Work task: If a line below contains "府尹道街", count it. Report the final total and nothing more.

[Collected data entries]
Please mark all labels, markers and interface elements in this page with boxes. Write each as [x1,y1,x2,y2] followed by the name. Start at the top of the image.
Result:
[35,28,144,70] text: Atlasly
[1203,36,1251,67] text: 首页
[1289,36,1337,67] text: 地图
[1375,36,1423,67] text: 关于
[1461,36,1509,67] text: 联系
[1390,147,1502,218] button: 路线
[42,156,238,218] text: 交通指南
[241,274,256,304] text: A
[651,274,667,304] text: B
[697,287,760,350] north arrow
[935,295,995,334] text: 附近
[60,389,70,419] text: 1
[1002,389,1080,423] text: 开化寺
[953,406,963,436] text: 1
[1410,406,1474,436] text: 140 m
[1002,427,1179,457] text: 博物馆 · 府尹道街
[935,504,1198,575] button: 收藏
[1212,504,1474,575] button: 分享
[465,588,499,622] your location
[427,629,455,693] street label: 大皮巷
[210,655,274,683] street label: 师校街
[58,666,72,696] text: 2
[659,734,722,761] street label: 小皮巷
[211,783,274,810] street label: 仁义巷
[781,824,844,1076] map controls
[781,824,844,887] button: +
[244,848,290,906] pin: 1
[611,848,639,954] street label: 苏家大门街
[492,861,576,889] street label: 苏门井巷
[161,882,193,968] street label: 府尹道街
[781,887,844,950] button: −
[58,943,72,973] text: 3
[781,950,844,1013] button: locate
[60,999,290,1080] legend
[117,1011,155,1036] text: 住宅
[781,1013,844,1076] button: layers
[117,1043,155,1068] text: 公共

Answer to this task: 2